Work item: Which lines of the data contain the string "roads"? Copy every one of them.

Task input:
*** Begin section ***
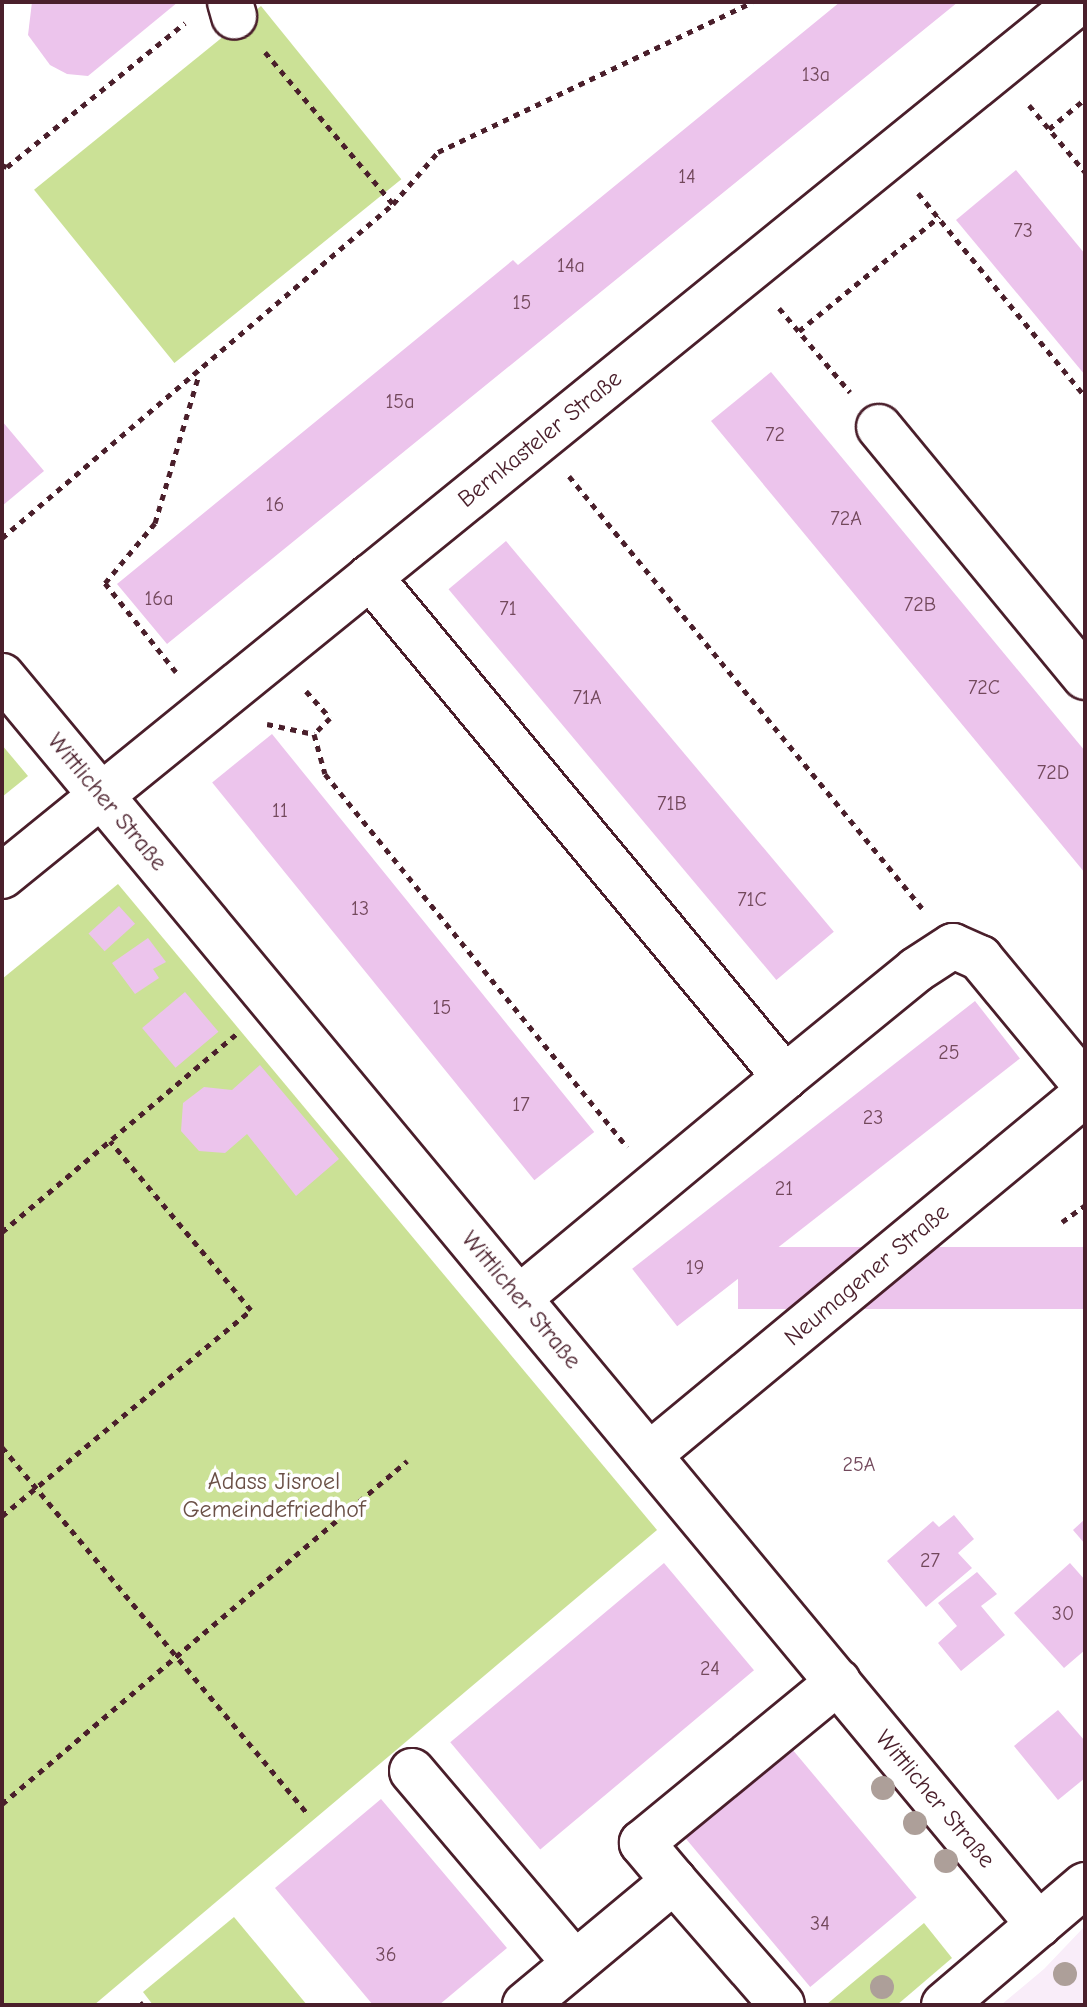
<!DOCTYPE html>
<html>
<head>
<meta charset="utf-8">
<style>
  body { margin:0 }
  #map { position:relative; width:1087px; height:2007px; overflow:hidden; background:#fff; font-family:"Comic Neue",sans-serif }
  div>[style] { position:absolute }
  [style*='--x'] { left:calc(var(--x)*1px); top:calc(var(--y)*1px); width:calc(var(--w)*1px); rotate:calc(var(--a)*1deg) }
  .built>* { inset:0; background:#f9edf9 }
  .green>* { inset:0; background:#cbe196; transform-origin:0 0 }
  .building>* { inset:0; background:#ecc4ec; transform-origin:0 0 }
  .path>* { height:5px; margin-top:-2.5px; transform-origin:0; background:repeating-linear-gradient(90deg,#4a1f2b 0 6px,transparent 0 12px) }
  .roads { filter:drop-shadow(2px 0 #4a1f2b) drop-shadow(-2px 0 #4a1f2b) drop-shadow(0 2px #4a1f2b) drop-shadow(0 -2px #4a1f2b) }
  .minor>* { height:44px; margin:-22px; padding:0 22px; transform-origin:22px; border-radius:22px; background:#fff }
  .trees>* { width:24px; height:24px; margin:-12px; border-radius:50%; background:#ad9f99 }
  span { translate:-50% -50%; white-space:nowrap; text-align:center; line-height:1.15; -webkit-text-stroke:7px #fff; paint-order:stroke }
  .number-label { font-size:20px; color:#72485b }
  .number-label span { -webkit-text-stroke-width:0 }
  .street-label { font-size:24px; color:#4a1f2b }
  .park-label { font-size:24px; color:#6a5046 }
  .frame { position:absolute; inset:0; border:4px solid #4a1f2b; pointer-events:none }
</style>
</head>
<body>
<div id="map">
  <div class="built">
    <div style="clip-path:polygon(1085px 1926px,1085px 2005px,1001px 2005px,1044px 1969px)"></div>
  </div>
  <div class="green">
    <div style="left:261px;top:6px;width:223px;height:292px;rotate:51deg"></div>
    <div style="clip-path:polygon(2px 745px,28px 776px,2px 797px)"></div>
    <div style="clip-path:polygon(118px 884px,657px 1530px,94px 2005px,2px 2005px,2px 979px)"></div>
    <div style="clip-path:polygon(234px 1917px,307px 2005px,153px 2005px,143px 1992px)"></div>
    <div style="clip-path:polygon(924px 1923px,952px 1958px,897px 2005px,827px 2004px)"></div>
  </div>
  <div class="building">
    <div style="clip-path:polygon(178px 2px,88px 76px,67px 74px,50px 65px,28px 35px,32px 2px)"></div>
    <div style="clip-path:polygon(840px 2px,958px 2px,167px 644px,117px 584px,513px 260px,518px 265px)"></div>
    <div style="clip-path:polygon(1016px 170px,1085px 254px,1085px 375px,956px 220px)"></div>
    <div style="clip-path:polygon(771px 372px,1085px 751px,1085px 873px,711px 421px)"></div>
    <div style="clip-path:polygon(2px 421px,44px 471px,2px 506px)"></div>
    <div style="left:506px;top:541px;width:510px;height:75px;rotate:50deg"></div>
    <div style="left:272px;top:734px;width:512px;height:77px;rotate:51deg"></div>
    <div style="left:119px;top:906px;width:24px;height:41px;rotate:48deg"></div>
    <div style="clip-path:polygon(148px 938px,166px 962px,153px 969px,159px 978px,135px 994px,112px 963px)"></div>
    <div style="left:185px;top:992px;width:52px;height:56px;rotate:50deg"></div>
    <div style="left:975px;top:1001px;width:73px;height:435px;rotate:52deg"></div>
    <div style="clip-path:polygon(260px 1065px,339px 1159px,296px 1196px,247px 1134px,225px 1153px,199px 1151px,181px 1131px,183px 1103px,204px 1087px,232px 1090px)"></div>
    <div style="left:1085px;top:1247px;width:62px;height:347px;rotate:90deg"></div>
    <div style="clip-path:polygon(954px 1515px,974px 1539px,958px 1553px,972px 1568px,926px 1607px,887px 1561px,933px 1521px,939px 1527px)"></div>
    <div style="clip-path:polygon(1085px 1519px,1085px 1544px,1073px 1530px)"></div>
    <div style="left:664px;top:1563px;width:140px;height:279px;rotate:50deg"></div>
    <div style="clip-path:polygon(1070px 1563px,1085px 1580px,1085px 1650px,1064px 1668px,1014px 1613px)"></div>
    <div style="clip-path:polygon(977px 1572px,997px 1594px,981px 1606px,1005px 1635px,961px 1671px,938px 1643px,957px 1626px,938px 1603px)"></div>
    <div style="clip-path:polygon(1058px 1710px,1085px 1741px,1085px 1778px,1058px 1800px,1014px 1746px)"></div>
    <div style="left:792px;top:1749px;width:194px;height:139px;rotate:50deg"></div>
    <div style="clip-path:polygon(381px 1799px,507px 1948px,439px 2005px,373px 2005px,275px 1888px)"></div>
  </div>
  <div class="path">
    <div style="--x:265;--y:52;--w:199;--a:49.9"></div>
    <div style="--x:1029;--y:105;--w:87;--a:50.1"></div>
    <div style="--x:1049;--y:129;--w:47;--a:-39.8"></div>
    <div style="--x:2;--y:165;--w:5;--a:22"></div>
    <div style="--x:7;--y:167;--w:229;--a:-39"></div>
    <div style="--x:918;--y:193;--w:263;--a:50.6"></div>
    <div style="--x:779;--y:308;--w:110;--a:49.8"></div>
    <div style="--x:799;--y:331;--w:181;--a:-39.2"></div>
    <div style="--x:569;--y:476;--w:558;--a:50.75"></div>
    <div style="--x:2;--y:538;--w:514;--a:-40.5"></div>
    <div style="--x:393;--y:204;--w:69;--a:-49.1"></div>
    <div style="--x:438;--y:152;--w:348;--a:-25.5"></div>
    <div style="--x:176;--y:672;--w:114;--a:-128.6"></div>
    <div style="--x:105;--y:583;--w:78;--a:-50.2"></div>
    <div style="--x:155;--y:523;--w:155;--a:-73.5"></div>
    <div style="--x:306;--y:691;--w:36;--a:48"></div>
    <div style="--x:330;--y:718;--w:23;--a:135"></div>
    <div style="--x:267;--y:724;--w:48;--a:12"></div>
    <div style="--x:314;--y:734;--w:41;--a:74.6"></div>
    <div style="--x:325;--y:774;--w:480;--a:51"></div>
    <div style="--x:1062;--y:1222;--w:29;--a:-36"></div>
    <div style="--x:2;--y:1232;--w:307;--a:-40.2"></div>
    <div style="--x:2;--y:1447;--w:478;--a:50.2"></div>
    <div style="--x:2;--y:1516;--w:323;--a:-39.6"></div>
    <div style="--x:251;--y:1310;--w:220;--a:-129.8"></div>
    <div style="--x:2;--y:1804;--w:531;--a:-40.26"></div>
    <div style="--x:140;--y:2002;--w:4;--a:56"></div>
  </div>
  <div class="roads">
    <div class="minor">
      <div style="--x:230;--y:2;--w:15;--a:74"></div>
      <div style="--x:879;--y:427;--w:324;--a:50.5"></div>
      <div style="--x:370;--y:577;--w:650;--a:50.31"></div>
      <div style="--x:785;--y:1077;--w:169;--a:-39.2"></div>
      <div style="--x:916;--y:970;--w:44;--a:-33"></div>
      <div style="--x:953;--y:946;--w:30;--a:24"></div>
      <div style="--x:980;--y:958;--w:165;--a:50.4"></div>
      <div style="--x:2;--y:676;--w:1623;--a:50.3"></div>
      <div style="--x:2;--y:876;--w:1387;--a:-39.06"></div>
      <div style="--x:519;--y:1298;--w:346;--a:-39.7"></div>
      <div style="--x:649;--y:1455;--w:566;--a:-39.62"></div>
      <div style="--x:412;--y:1771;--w:252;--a:49.7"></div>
      <div style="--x:674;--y:1881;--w:50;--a:-130.1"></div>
      <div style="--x:642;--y:1843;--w:254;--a:-39.4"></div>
      <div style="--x:525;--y:2005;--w:194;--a:-39.8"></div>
      <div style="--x:674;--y:1881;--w:164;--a:48.9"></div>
      <div style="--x:944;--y:2005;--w:185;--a:-40.4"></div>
    </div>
  </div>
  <div class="trees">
    <div style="left:883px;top:1788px"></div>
    <div style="left:915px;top:1823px"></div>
    <div style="left:946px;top:1861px"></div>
    <div style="left:1065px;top:1974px"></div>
    <div style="left:882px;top:1987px"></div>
  </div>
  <div class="number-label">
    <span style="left:816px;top:74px">13a</span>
    <span style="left:687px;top:176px">14</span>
    <span style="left:1023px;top:230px">73</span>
    <span style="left:571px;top:265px">14a</span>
    <span style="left:522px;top:302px">15</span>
    <span style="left:400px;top:401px">15a</span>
    <span style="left:775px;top:434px">72</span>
    <span style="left:275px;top:504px">16</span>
    <span style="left:846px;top:518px">72A</span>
    <span style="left:159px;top:598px">16a</span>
    <span style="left:920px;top:604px">72B</span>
    <span style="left:508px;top:608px">71</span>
    <span style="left:984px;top:687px">72C</span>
    <span style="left:587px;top:697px">71A</span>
    <span style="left:1053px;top:772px">72D</span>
    <span style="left:672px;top:803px">71B</span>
    <span style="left:280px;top:810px">11</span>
    <span style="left:752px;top:899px">71C</span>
    <span style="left:360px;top:908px">13</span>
    <span style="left:442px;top:1007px">15</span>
    <span style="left:949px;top:1052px">25</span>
    <span style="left:521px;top:1104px">17</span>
    <span style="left:873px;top:1117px">23</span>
    <span style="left:784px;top:1188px">21</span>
    <span style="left:695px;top:1267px">19</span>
    <span style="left:859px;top:1464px">25A</span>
    <span style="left:930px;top:1560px">27</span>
    <span style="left:1063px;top:1613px">30</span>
    <span style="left:710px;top:1668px">24</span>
    <span style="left:820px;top:1923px">34</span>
    <span style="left:386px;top:1954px">36</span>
  </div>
  <div class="street-label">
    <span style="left:540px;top:439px;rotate:-39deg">Bernkasteler Straße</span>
    <span style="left:107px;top:802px;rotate:50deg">Wittlicher Straße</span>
    <span style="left:867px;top:1275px;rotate:-40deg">Neumagener Straße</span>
    <span style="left:521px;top:1300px;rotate:50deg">Wittlicher Straße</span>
    <span style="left:935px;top:1799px;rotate:50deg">Wittlicher Straße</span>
  </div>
  <div class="park-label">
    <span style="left:274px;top:1496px">Adass Jisroel<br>Gemeindefriedhof</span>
  </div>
  <div class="frame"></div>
</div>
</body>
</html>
*** End section ***
Written solution:
  .roads { filter:drop-shadow(2px 0 #4a1f2b) drop-shadow(-2px 0 #4a1f2b) drop-shadow(0 2px #4a1f2b) drop-shadow(0 -2px #4a1f2b) }
  <div class="roads">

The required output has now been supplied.